[Provided material]:
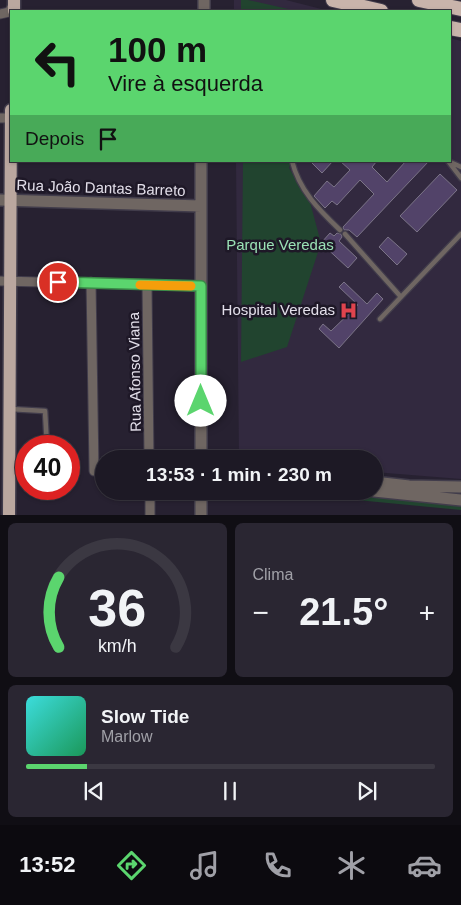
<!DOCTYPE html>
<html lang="pt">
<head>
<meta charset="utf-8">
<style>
	:root { --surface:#1d1925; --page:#2a2632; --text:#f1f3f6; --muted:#a0a0a7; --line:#3b3842; --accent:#5bd56e }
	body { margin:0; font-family:Arial,sans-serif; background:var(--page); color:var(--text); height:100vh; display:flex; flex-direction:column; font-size:19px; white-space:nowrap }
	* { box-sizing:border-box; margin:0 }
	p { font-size:16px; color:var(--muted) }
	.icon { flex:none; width:28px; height:28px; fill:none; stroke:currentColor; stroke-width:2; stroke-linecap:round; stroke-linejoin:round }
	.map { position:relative; height:515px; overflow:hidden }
	.panel { display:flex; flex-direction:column; gap:8px; padding:8px; background:#100e14; flex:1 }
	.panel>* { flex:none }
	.banner { position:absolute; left:10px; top:10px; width:441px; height:152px; border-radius:0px; box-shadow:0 1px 4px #0004,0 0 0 1px var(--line); background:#5bd56e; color:#111; overflow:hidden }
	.speed { position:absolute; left:15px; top:435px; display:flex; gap:10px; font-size:25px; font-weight:700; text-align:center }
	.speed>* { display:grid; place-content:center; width:65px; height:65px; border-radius:50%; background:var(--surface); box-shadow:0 1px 4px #0004,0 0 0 1px var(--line); line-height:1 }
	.speed .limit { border:8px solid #d22; background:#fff; color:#111 }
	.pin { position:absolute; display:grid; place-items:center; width:42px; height:42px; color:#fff; margin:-21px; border:2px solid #fff; border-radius:50%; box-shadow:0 1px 5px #0007 }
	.me { position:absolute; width:55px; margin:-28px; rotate:0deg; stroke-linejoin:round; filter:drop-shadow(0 0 4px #0008) }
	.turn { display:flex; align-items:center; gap:18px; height:105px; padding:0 15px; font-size:22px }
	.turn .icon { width:65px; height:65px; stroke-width:2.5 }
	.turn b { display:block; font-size:35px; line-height:42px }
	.then { display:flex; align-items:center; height:48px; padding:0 15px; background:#0003; gap:10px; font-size:19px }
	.big { font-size:38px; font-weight:800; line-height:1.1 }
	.panel .card { flex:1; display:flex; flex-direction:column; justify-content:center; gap:8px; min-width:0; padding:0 18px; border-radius:8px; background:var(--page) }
	.panel .dial { align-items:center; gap:0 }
	.dial svg { height:130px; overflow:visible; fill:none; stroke:var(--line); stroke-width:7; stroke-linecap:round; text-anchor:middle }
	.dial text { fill:var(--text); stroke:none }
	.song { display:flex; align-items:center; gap:15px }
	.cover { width:60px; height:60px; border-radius:8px; background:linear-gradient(135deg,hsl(180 70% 55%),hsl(150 70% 35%)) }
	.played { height:5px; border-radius:2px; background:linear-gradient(90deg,var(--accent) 15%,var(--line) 15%) }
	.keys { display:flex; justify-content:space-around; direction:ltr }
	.heat { display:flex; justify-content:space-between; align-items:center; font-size:28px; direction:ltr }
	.panel .tiles { flex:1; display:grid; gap:8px; grid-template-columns:1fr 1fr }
	.card:last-child { grid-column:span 2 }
	.trip { position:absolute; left:95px; top:450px; width:288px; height:50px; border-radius:25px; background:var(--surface); box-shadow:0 1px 4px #0004,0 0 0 1px var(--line); font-weight:800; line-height:50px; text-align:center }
	.menu { display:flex; height:80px; justify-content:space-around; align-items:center; background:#0c0a0f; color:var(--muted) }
	.menu .icon { width:35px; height:35px }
	.menu .on { color:var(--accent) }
	.menu b { font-size:22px; color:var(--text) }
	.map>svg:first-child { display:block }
	.built { fill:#32293f }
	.green { fill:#21442f }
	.building { fill:#524369; stroke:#7b7487 }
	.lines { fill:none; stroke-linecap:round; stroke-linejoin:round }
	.service-casing { stroke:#413c4b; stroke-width:7 }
	.minor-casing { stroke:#413c4b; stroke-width:11 }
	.tertiary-casing { stroke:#413c4b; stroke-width:14 }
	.primary-casing { stroke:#413c4b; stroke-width:15 }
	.trunk-casing { stroke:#413c4b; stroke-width:16 }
	.service { stroke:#6f6662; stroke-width:4.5 }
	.minor { stroke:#6f6662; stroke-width:9 }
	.tertiary { stroke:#6f6662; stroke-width:11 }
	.primary { stroke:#baa79f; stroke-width:12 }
	.trunk { stroke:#c9b4ab; stroke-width:14 }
	.route-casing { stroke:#3b8a48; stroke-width:12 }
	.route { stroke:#5bd56e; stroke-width:9 }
	.slow { stroke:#f59e0b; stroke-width:9 }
	.labels { text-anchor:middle; stroke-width:5; stroke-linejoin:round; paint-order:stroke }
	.street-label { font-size:15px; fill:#e3dfea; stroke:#1e1827 }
	.park-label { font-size:15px; fill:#9ae1b5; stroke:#1e1827 }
	.poi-label { font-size:15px; fill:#e3dfea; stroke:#1e1827; text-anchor:end }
</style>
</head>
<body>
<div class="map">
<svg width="461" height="515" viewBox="0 0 461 515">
	<rect width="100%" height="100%" fill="#272131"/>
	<path class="built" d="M234 0H286L329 11H234Z
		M450 38 461 41V479L374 472V459H239L236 161H450Z"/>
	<path class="green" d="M241 0H248L297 11H241Z
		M243 161H292L289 168 310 202 321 243 287 347 241 362Z
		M263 491H312L461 506V510Z"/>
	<path class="building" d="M310 161H333L322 173Z
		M340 161H377L372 167 387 182 406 161H429L357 237 349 230H344L343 227 374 194 360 180 337 205 332 201 325 208 314 196 327 181 334 187 350 170Z
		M440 174 457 190 417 232 400 216Z
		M330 233 334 236 337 233 341 234 342 237 339 241 357 258 348 268 321 243Z
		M388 237 407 254 397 265 379 247Z
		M344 282 367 304 377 293 383 299 339 348 319 329 323 324 331 331 358 305 339 287Z"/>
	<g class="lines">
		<defs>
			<path id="service" d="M292 161C299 190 319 210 340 230
				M448 161 461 178
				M450 162 461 167
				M345 234 401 297
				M380 319 461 234
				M10 409 45 411 47 446"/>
			<path id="minor" d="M0 14 9 12 14 4
				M0 118H11
				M0 281 201 286
				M91 282 94 471
				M147 285 149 459
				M150 491V515"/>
			<path id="tertiary" d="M204 11V0
				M201 161V459
				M0 200 201 206
				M374 482 409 486 461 487
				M374 491 461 500
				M201 515V491"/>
			<path id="primary" d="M14 0V11
				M9 515 11 110"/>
			<path id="trunk" d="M333 0 381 11
				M419 0 461 9
				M450 28 461 30"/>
		</defs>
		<use href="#service" class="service-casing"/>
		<use href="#minor" class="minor-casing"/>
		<use href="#tertiary" class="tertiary-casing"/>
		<use href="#primary" class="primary-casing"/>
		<use href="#trunk" class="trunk-casing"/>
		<use href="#service" class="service"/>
		<use href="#minor" class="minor"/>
		<use href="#tertiary" class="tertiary"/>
		<use href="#primary" class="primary"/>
		<use href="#trunk" class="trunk"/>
	</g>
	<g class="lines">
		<defs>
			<path id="route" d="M58 282 201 286V401"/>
		</defs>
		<use href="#route" class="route-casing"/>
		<use href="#route" class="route"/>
		<path class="slow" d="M140 285 191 286"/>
	</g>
	<defs>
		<symbol id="hospital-bare" viewBox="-9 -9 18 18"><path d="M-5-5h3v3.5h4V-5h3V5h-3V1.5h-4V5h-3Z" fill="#e0444e" stroke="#1e1827" stroke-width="2.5" paint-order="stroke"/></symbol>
	</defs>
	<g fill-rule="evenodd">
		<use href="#hospital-bare" x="336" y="298" width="25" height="25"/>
	</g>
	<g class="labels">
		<g class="street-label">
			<text transform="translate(101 188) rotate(2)" y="5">Rua João Dantas Barreto</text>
			<text transform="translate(135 372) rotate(-91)" y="5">Rua Afonso Viana</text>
		</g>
		<g class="park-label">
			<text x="280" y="250">Parque Veredas</text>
		</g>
		<g class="poi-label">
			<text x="335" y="315">Hospital Veredas</text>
		</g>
	</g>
</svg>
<div class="speed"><div class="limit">40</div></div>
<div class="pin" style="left:58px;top:282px;background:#d93025"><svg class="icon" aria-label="arrive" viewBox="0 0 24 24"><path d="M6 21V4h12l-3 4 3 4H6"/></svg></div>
<svg class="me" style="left:201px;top:401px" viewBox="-20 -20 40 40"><circle r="19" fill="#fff"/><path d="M0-13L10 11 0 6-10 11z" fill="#5bd56e"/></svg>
<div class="trip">13:53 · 1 min · 230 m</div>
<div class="banner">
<div class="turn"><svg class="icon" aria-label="left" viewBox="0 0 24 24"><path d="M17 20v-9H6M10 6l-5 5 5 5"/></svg><div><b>100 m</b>Vire à esquerda</div></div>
<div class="then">Depois<svg class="icon" aria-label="arrive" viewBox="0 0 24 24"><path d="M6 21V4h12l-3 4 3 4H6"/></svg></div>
</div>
</div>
<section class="panel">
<div class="tiles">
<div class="card dial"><svg viewBox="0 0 100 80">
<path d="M14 69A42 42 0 1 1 86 69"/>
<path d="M14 69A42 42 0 0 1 14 26" stroke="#5bd56e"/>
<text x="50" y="56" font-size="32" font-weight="700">36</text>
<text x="50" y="72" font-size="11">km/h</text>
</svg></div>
<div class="card"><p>Clima</p>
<div class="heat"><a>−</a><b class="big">21.5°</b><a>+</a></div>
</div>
<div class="card">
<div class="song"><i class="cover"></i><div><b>Slow Tide</b><p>Marlow</p></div></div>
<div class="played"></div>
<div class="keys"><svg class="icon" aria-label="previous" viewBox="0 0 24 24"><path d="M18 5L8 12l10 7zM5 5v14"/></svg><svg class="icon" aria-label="pause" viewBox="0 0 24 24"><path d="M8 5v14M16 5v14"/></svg><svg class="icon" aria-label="next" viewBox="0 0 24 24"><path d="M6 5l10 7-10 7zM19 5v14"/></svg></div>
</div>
</div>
</section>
<nav class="menu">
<b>13:52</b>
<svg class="icon on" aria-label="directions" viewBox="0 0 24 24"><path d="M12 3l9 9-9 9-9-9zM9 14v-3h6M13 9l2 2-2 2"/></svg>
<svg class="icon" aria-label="music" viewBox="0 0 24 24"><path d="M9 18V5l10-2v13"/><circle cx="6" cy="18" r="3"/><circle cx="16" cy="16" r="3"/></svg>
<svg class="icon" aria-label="phone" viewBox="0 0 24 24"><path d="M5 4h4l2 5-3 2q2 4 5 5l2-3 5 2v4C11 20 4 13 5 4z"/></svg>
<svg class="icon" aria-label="climate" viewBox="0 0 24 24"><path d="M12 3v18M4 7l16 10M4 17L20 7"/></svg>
<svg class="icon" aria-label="car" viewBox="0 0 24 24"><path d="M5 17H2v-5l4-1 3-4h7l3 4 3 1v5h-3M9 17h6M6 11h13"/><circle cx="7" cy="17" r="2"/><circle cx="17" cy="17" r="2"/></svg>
</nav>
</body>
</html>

[Requirement]: Please copy out each line of the listing above that contains the string "linear".

[Output]:
	.cover { width:60px; height:60px; border-radius:8px; background:linear-gradient(135deg,hsl(180 70% 55%),hsl(150 70% 35%)) }
	.played { height:5px; border-radius:2px; background:linear-gradient(90deg,var(--accent) 15%,var(--line) 15%) }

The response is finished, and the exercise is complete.